[Saved data entries]
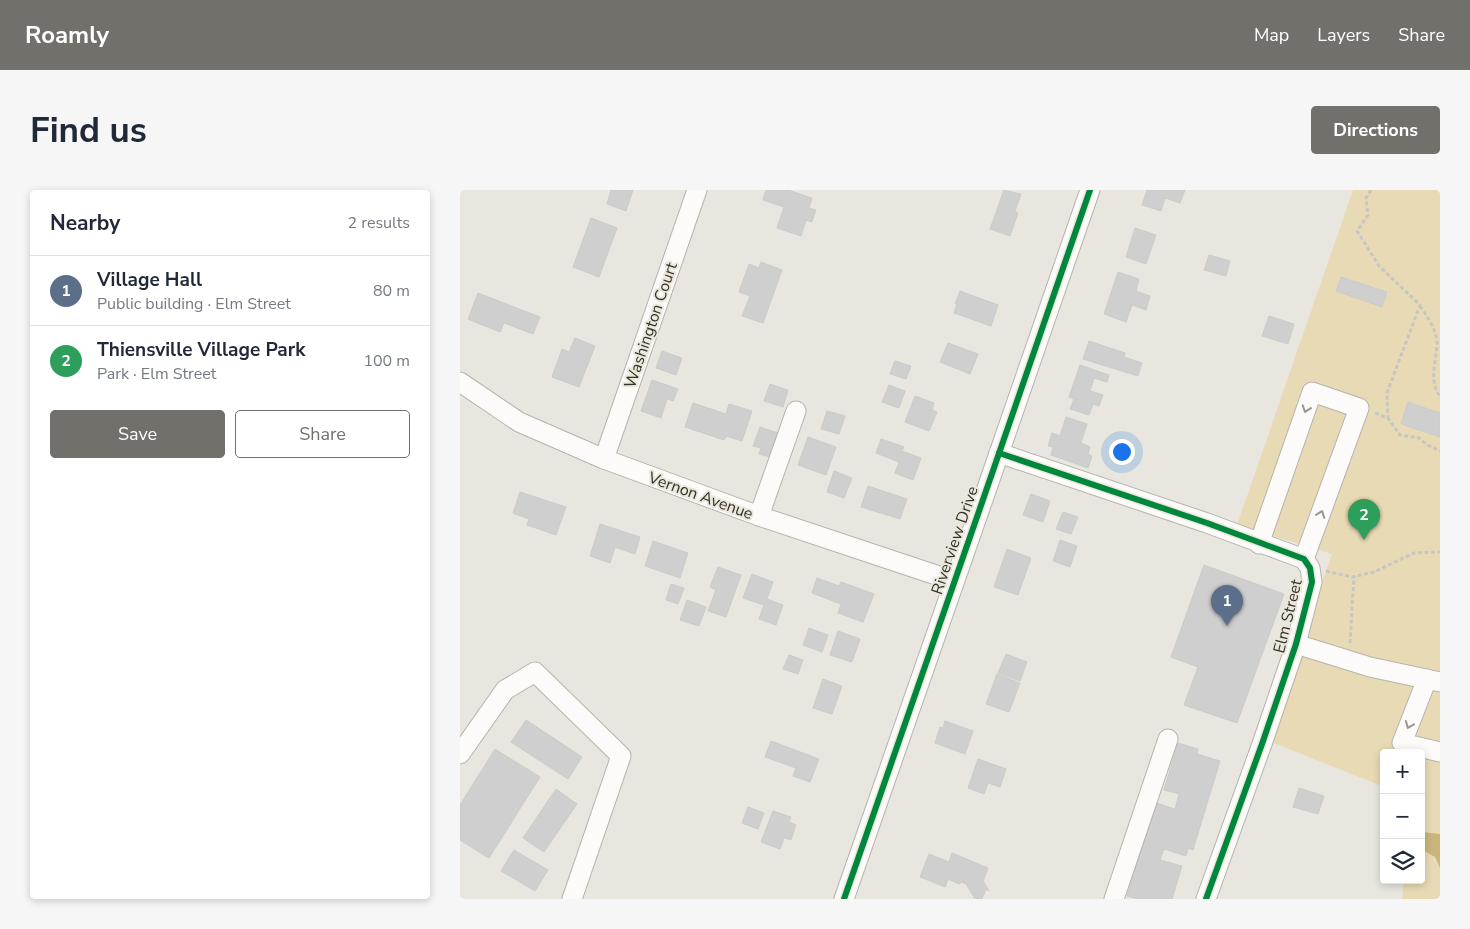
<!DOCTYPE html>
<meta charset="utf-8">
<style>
:root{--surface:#fff;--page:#f6f6f7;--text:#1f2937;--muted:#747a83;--line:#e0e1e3;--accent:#72706b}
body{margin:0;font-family:"Nunito Sans",sans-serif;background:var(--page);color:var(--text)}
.controls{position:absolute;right:15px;bottom:15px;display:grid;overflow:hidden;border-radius:5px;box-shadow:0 2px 8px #0003}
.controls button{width:45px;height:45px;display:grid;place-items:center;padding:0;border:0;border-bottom:1px solid var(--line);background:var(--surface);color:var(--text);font:25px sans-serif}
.you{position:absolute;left:661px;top:261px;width:18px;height:18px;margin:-12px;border:4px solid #fff;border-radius:50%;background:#1a73e8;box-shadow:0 0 0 8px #1a73e833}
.badge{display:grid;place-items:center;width:32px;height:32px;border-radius:50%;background:var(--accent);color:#fff;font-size:16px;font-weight:700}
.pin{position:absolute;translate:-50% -41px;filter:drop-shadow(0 1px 2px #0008)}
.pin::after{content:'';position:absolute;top:26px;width:18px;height:15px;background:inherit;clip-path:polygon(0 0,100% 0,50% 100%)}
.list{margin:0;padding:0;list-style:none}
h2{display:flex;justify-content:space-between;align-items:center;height:65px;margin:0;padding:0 20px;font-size:21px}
h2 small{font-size:16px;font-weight:400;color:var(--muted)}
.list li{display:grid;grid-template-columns:32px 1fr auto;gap:15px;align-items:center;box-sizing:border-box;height:70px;padding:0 20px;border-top:1px solid var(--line)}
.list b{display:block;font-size:19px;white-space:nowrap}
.list p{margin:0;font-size:16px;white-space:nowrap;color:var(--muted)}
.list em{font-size:16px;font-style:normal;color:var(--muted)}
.actions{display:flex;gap:10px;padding:15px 20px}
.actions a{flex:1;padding:11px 0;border:1px solid var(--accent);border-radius:5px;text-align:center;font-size:18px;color:var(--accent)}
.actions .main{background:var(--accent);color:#fff}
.icon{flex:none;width:28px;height:28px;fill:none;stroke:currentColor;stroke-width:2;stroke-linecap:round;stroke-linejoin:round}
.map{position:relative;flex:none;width:980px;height:709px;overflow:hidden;border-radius:5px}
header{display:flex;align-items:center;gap:30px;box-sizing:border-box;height:70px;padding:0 25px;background:var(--accent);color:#fff}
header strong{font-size:24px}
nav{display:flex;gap:28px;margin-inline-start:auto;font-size:18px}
.intro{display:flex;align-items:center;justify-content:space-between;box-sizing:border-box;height:120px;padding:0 30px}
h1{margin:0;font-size:35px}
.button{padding:12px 22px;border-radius:5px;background:var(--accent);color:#fff;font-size:18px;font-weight:700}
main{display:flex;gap:30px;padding:0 30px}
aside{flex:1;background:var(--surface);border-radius:5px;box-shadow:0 2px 8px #0003}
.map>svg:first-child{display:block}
.green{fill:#e8dab4}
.water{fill:#cab67c}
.building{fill:#cecfce;stroke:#caccca}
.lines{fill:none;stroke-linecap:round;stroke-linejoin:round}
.minor-casing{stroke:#b5b3ae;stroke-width:21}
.path{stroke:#c6c6c3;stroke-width:3;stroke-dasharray:4 2.5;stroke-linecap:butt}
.minor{stroke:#fcfbfa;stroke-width:19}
.cycleway-casing{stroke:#ece7db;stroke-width:9}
.cycleway{stroke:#00873e;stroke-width:6}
.oneway{stroke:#989693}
.labels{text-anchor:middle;stroke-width:4;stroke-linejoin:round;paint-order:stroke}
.street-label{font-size:16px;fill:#33312c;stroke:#ece7db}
</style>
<header>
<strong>Roamly</strong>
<nav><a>Map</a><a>Layers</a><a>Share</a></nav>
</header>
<div class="intro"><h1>Find us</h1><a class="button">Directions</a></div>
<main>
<aside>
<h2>Nearby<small>2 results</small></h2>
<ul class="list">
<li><span class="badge" style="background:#5c6f8a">1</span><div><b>Village Hall</b><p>Public building · Elm Street</p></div><em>80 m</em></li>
<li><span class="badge" style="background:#2e9e5b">2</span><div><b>Thiensville Village Park</b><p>Park · Elm Street</p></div><em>100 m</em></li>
</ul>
<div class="actions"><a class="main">Save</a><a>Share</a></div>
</aside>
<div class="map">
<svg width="980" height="709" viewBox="0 0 980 709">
<rect width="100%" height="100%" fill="#e8e6df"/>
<path class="green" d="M893 0H980V709H942L944 690H961V618L963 613 961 612V563H924V597L806 550 872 364 777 335Z"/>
<path class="water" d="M961 642 980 644V678L975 667 961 659Z"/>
<g class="building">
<path d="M151 0H173L166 21 147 14Z"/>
<path d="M306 0H328L352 8 349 18 356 20 352 32 346 30 341 46 317 38 324 17 303 10Z"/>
<path d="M544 0 561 4 555 21 558 23 550 46 530 39Z"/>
<path d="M687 0H725L720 13 705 8 701 21 682 15Z"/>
<path d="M131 28 157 38 139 87 113 77Z"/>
<path d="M675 38 696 45 686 74 666 67Z"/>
<path d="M749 65 770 71 766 86 744 80Z"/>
<path d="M301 72 322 80 303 133 282 126 290 106 279 102 289 74 299 78Z"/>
<path d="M658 82 679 89 676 101 690 106 686 120 672 115 666 132 644 124Z"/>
<path d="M881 87 927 102 922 117 876 101Z"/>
<path d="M500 101 538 115 531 136 494 123 497 114H495Z"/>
<path d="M18 103 80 127 73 144 44 133 40 142 8 129Z"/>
<path d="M809 126 834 134 828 154 802 146Z"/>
<path d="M115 148 135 156 119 197 92 187 102 159 109 162Z"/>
<path d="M629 151 665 163 664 167 682 173 678 186 623 169Z"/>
<path d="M488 153 518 164 510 184 480 172Z"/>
<path d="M202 161 222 168 216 185 196 178Z"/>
<path d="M435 171 451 176 446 189 430 184Z"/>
<path d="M620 175 649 185 647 192 634 188 630 201 643 205 639 216 633 214 629 225 610 219 614 209 609 207Z"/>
<path d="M192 190 218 199 213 211 207 209 201 228 181 221Z"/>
<path d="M310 194 328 200 323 217 304 211Z"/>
<path d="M429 195 445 201 439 218 422 212Z"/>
<path d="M455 206 474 213 472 220 477 222 469 241 445 232Z"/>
<path d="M948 212 980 223V247L941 234Z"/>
<path d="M233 213 266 224 269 214 292 221 282 251 266 246 264 250 225 237Z"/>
<path d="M367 221 385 226 379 244 361 239Z"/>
<path d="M606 227 627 234 621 253 630 257 628 264 632 266 628 278 591 265 593 257 588 256 592 243 600 246Z"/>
<path d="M300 237 321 244 313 268 299 264 301 258 293 256Z"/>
<path d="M348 247 376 257 366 285 338 275Z"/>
<path d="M421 249 444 257 442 261 461 268 453 290 435 283 439 272 416 263Z"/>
<path d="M374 281 392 288 384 308 367 302Z"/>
<path d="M408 296 447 309 440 329 401 317Z"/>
<path d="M60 302 106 317 96 345 67 335 69 329 53 323Z"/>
<path d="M571 304 590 311 583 332 563 325Z"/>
<path d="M603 322 618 327 611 344 596 339Z"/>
<path d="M140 334 180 347 175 364 155 357 150 373 130 366Z"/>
<path d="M600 350 617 356 610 377 593 371Z"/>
<path d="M193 351 228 363 220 388 185 376Z"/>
<path d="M547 359 571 368 558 405 534 397Z"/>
<path d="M744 375 824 404 777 533 724 515 738 477 711 467Z"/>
<path d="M258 377 281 385 266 427 248 421 256 400 250 397Z"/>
<path d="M292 384 313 392 307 409 323 415 316 435 299 429 304 415 283 408Z"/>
<path d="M357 388 379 396 381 392 414 404 403 432 378 423 381 414 352 403Z"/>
<path d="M211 394 224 398 218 414 206 410Z"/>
<path d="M227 410 246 417 239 436 220 430Z"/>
<path d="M349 438 368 445 362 462 343 455Z"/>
<path d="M378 441 400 449 392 472 370 465Z"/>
<path d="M546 464 567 472 560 491 538 483Z"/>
<path d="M329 465 343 470 338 484 323 479Z"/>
<path d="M537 484 560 493 549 522 526 514Z"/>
<path d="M363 489 382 496 372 524 353 518Z"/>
<path d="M66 530 122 567 108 589 51 552Z"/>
<path d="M485 531 513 541 505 564 475 553 480 537 483 538Z"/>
<path d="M311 551 359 569 350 592 333 586 336 578 305 567Z"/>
<path d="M718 553 738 559 737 564 760 571 733 660 728 658 726 666 704 659 700 670 722 676 712 709H678L667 706 696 613 715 619 719 604 704 600Z"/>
<path d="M35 559 80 587 29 668 0 650V615Z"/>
<path d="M518 569 546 579 540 597 528 593 524 604 508 598Z"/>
<path d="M839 598 864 606 858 624 833 617Z"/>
<path d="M96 599 117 614 84 662 63 648Z"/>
<path d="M288 617 304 623 298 639 282 633Z"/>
<path d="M313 621 331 627 329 632 336 635 331 650 324 648 320 659 301 652Z"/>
<path d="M54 660 88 680 75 701 41 681Z"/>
<path d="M492 663 528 678 523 691 529 701 526 699 522 709H515L506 694 502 692 499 694 488 689 485 697 460 687 469 664 489 672Z"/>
</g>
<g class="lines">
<g class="minor-casing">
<g id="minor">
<path d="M0 192 59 232 144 269 299 326 494 391"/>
<path d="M539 263 747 333 844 369 850 378 852 392 836 454 802 554 746 709"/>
<path d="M144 269 237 0"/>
<path d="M299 326 336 221"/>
<path d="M799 354 852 202 899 218 844 369"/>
<path d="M836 454 910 477 980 492"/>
<path d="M967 489 942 553 980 562"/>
<path d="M0 564 45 500 75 482 161 566 112 709"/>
<path d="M384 709C466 472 549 237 630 0"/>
<path d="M654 709 708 549"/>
</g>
</g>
<g class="path">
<path d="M911 0 906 8 908 25 897 41 919 76 960 115 927 203 928 228"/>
<path d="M960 116C967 126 976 139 977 152 977 169 968 192 980 206"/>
<path d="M915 223 928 228 940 245 959 248 969 256 980 261"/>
<path d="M866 381 892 387 914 382 954 363 980 362"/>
<path d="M890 453 894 386"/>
</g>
<use href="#minor" class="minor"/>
<g class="cycleway-casing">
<g id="cycleway">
<path d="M539 263 747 333 844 369 850 378 852 392 836 454 802 554 746 709"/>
<path d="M384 709C466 472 549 237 630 0"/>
</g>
</g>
<use href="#cycleway" class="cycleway"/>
</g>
<defs><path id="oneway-chevron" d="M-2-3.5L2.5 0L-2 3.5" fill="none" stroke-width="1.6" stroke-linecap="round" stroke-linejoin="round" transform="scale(1.25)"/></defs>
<g class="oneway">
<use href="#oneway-chevron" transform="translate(846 219) rotate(109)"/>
<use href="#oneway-chevron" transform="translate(861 324) rotate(-70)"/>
<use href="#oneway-chevron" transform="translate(949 535) rotate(112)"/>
</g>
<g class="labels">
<g class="street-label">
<text transform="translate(190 135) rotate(-71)" y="6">Washington Court</text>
<text transform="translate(241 305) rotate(20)" y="6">Vernon Avenue</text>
<text transform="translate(494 350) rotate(-71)" y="6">Riverview Drive</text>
<text transform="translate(827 426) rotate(-76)" y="6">Elm Street</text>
</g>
</g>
</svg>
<div class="controls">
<button>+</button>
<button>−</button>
<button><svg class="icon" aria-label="layers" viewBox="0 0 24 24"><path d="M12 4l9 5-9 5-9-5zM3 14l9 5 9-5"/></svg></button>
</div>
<div class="you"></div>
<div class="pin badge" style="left:767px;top:436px;background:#5c6f8a">1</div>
<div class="pin badge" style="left:904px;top:350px;background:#2e9e5b">2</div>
</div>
</main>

Directions :: The lines above that hold the word "white" are the ones to copy.

Response ::
.list b{display:block;font-size:19px;white-space:nowrap}
.list p{margin:0;font-size:16px;white-space:nowrap;color:var(--muted)}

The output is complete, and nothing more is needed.